In 2014, Mr. Neidich married Alessandra Brawn, a publicist and socialite, and their wedding ceremony in Italy featured contortionists and fireplace twirlers and was written up in Vogue. (They separated however stay pals.) He now lives in a loft on Lafayette Road and raises his 4-year-old son, Nash, with Ms. Brawn. He’s engaged on growing a wine bar in Chinatown and a French cafe cum uncooked bar in Williamsburg. And above all he aspires to open a resort.
“I see a chance to create the subsequent nice downtown New York resort,” he stated. “All the nice hoteliers, like Jeff Klein or Sean MacPherson, they create merchandise I can see their soul in, and I see an opportunity for somebody to be the subsequent technology of that.”

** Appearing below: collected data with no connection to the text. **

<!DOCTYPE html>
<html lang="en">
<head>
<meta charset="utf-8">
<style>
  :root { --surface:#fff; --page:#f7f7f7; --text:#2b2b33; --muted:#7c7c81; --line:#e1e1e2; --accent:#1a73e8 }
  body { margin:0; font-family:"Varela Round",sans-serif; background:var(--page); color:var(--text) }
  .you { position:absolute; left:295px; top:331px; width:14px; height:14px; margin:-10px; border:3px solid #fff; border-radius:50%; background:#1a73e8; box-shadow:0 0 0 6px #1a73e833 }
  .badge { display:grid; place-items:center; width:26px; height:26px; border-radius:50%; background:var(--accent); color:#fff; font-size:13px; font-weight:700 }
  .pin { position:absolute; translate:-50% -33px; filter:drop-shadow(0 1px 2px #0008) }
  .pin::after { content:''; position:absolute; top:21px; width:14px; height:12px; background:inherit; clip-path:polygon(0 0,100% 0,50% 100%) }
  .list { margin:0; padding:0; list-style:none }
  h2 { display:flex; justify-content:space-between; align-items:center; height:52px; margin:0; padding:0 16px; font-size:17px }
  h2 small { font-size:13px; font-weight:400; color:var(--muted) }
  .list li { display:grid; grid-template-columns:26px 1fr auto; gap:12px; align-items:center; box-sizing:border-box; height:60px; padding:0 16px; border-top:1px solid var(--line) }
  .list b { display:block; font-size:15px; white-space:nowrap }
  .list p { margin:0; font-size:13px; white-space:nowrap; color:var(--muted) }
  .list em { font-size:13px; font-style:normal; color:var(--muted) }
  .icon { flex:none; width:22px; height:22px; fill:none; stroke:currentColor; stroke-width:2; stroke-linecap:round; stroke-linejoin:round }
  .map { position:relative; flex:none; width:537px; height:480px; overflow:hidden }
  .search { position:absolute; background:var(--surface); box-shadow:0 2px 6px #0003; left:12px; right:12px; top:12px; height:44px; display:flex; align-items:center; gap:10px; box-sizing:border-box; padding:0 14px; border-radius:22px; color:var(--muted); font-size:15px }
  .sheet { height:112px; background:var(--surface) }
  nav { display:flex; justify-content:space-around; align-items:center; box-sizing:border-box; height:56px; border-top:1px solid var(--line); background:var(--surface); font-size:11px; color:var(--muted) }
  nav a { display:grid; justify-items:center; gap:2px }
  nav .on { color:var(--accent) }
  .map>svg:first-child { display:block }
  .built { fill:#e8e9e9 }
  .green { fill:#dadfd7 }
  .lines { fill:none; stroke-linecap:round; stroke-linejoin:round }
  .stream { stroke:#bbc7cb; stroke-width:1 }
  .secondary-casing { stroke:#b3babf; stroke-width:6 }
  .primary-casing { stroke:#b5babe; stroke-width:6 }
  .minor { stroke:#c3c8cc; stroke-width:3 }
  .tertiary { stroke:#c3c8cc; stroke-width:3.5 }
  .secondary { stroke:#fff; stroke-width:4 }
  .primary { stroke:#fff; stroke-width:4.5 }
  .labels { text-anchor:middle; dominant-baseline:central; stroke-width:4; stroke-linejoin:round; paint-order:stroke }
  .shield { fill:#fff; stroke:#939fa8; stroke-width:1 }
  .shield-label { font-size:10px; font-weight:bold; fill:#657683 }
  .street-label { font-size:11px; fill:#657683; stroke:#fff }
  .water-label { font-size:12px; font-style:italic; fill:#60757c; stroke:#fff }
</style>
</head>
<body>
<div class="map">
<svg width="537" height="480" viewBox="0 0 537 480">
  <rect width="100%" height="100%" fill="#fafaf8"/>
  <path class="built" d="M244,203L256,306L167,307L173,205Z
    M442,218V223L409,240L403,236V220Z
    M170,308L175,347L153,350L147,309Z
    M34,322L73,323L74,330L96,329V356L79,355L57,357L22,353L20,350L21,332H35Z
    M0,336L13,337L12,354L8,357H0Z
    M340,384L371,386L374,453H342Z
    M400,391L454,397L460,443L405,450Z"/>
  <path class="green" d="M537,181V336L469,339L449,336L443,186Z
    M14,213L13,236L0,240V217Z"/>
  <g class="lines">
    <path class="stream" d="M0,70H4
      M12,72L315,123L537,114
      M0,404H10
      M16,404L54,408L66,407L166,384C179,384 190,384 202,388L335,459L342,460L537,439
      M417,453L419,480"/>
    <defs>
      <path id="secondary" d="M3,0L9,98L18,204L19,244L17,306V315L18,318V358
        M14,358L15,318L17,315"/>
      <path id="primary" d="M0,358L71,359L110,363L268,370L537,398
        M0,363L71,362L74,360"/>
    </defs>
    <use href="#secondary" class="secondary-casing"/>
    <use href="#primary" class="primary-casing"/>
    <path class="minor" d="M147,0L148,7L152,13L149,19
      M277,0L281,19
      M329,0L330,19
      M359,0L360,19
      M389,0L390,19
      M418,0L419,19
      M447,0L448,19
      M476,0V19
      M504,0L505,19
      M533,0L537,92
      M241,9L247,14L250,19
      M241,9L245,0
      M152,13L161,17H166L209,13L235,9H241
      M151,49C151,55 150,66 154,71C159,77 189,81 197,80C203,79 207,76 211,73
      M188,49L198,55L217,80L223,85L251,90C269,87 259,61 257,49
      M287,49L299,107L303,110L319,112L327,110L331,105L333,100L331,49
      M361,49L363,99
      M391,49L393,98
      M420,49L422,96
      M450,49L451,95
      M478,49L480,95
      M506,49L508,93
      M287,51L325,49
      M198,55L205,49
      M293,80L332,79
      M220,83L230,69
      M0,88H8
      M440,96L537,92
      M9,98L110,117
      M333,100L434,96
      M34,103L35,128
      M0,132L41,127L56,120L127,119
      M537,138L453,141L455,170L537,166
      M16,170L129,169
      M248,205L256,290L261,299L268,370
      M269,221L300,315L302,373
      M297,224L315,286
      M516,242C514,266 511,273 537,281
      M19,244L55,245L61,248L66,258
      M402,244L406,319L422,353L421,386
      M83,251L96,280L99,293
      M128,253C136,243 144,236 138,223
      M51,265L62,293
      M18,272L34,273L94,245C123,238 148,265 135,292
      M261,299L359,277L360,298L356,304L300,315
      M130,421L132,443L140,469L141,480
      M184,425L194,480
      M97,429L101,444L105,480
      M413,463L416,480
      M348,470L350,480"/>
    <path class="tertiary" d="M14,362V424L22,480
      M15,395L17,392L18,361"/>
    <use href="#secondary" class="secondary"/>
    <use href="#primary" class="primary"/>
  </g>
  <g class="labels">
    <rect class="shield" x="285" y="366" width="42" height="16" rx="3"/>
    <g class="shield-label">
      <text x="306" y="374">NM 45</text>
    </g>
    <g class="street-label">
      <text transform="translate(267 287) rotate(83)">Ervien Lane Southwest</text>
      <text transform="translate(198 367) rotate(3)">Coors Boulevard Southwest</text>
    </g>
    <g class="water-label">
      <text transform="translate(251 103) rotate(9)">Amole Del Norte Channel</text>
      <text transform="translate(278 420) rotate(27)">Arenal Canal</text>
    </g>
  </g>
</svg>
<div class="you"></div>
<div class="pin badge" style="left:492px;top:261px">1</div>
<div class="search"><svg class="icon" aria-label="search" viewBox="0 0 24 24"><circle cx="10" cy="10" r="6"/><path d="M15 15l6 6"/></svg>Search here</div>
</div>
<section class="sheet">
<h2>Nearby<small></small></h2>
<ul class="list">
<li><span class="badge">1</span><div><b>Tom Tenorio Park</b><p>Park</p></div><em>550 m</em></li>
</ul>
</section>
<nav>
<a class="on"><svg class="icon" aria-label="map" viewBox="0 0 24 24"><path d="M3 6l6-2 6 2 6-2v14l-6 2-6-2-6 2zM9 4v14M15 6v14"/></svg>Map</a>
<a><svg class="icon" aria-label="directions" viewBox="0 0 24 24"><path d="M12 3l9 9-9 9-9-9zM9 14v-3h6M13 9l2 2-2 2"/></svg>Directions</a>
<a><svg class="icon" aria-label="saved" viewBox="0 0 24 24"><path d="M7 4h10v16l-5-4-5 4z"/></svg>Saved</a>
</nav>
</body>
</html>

On opening night time on the Nines, Mr. Neidich’s mother and father, the financier Daniel Neidich and the jeweler and philanthropist Brooke Garber Neidich, slipped right into a pink sales space for dinner, and as Ms. Neidich tucked right into a caviar stuffed potato she thought-about her son’s journey from when he used to assist her host gatherings in East Hampton.
“Internet hosting is in his blood,” she stated. “All of it goes again to when he was a boy serving hors d’oeuvres at our events in Wainscott.”
“Acme is the place he got here from,” she continued. “We nonetheless have pals who ask us to assist get their youngsters in. I’ll name him however he’ll ask me, ‘Is it simply guys? As a result of I can’t allow them to in if it’s simply guys.’ He’s strict even with me.”
Whereas a pianist performed bluesy tunes, and the elegant fantasy of the Nines carried on via the night, Mr. Neidich attended to his friends. And because the night time waned, younger crowds started gathering outdoors within the chilly, hoping to get into Acme Downstairs.
In the event that they did, Acme’s glistening disco ball awaited them, defiantly persevering with to spin.